PROBLEM REQUIREMENTS - Character for character, reproduce every entry below.
##### SOURCE INFORMATION #####
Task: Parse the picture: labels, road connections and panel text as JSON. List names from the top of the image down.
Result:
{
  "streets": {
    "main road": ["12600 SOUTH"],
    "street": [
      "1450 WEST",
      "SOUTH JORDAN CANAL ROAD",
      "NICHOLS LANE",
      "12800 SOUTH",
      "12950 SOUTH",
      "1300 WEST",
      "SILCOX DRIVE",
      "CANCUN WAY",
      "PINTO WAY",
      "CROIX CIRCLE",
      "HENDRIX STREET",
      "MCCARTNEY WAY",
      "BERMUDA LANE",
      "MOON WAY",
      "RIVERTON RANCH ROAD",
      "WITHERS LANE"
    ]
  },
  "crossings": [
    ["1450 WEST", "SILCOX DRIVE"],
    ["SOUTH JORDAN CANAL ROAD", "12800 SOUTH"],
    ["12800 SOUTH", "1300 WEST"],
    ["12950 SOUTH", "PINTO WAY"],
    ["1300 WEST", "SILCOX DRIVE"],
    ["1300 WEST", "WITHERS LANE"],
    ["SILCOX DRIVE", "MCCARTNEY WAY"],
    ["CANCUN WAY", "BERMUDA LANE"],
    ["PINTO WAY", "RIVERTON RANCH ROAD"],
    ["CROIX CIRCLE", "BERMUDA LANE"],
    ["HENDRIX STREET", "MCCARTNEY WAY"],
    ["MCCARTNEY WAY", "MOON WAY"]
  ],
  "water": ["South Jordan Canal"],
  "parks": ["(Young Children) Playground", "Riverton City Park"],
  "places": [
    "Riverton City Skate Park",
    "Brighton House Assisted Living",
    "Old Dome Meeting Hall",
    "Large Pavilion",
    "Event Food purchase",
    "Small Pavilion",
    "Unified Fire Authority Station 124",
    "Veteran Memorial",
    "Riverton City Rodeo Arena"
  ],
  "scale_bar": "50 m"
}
#####
THE ANSWER -
Task: Parse the picture: labels, road connections and panel text as JSON. List names from the top of the image down.
Result:
{
  "streets": {
    "main road": ["12600 SOUTH"],
    "street": [
      "1450 WEST",
      "SOUTH JORDAN CANAL ROAD",
      "NICHOLS LANE",
      "12800 SOUTH",
      "12950 SOUTH",
      "1300 WEST",
      "SILCOX DRIVE",
      "CANCUN WAY",
      "PINTO WAY",
      "CROIX CIRCLE",
      "HENDRIX STREET",
      "MCCARTNEY WAY",
      "BERMUDA LANE",
      "MOON WAY",
      "RIVERTON RANCH ROAD",
      "WITHERS LANE"
    ]
  },
  "crossings": [
    ["1450 WEST", "SILCOX DRIVE"],
    ["SOUTH JORDAN CANAL ROAD", "12800 SOUTH"],
    ["12800 SOUTH", "1300 WEST"],
    ["12950 SOUTH", "PINTO WAY"],
    ["1300 WEST", "SILCOX DRIVE"],
    ["1300 WEST", "WITHERS LANE"],
    ["SILCOX DRIVE", "MCCARTNEY WAY"],
    ["CANCUN WAY", "BERMUDA LANE"],
    ["PINTO WAY", "RIVERTON RANCH ROAD"],
    ["CROIX CIRCLE", "BERMUDA LANE"],
    ["HENDRIX STREET", "MCCARTNEY WAY"],
    ["MCCARTNEY WAY", "MOON WAY"]
  ],
  "water": ["South Jordan Canal"],
  "parks": ["(Young Children) Playground", "Riverton City Park"],
  "places": [
    "Riverton City Skate Park",
    "Brighton House Assisted Living",
    "Old Dome Meeting Hall",
    "Large Pavilion",
    "Event Food purchase",
    "Small Pavilion",
    "Unified Fire Authority Station 124",
    "Veteran Memorial",
    "Riverton City Rodeo Arena"
  ],
  "scale_bar": "50 m"
}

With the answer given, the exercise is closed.